Genre : Nouvelle, Drame

Année : 1899

Nombre de pages : 189

Nation : Royaume Uni

Auteur : Joseph Conrad

Synopsis : Sur un bateau de la Tamise, Charles Marlow un aventurier désillusionné raconte son voyage et son expédition au Congo, alors qu’il travaillait pour une compagnie de commerce d’ivoire belge. Lors de son arrivée sur place, il est chargé de renouer les contacts avec Kurtz, un efficace collecteur d’ivoires, qui ne donne plus aucun signe de vie. Mais plus il s’enfonce dans les profondeurs de l’Afrique, plus il apprend que Kurtz aurait sombré dans la folie. Ce voyage mènera Marlow au fond de lui-même et au Cœur des Ténèbres.      

Analyse critique :

(Attention SPOILERS)

Pas facile de s’attaquer à un monument de la littérature tel que Le Cœur des Ténèbres de Joseph Conrad.

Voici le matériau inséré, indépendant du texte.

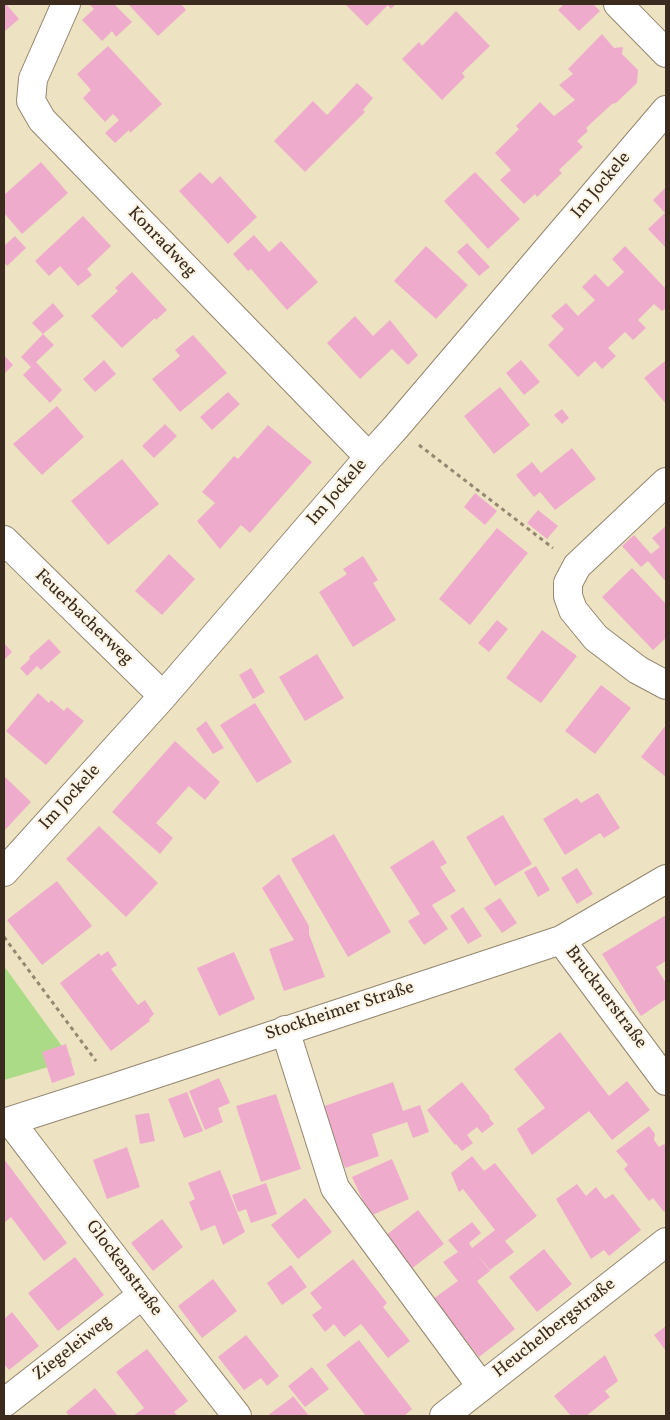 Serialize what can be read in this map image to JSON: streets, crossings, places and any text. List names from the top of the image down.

Ce livre est devenu avec le temps, une véritable icône du monde littéraire. Il est assez régulièrement cité dans les tops des meilleurs livres jamais écrits. En effet Le Cœur des Ténèbres écrit en 1899 a considérablement marqué les esprits, tant par son débat que par sa puissance littéraire. Le livre est véritablement métaphysique pour le lecteur attentif et en quête de quelque chose de spécial. Ici Joseph Conrad, dont c’est le troisième livre et le début de carrière, nous propose un vrai trip au plus sombre et au plus profond de l’âme humaine.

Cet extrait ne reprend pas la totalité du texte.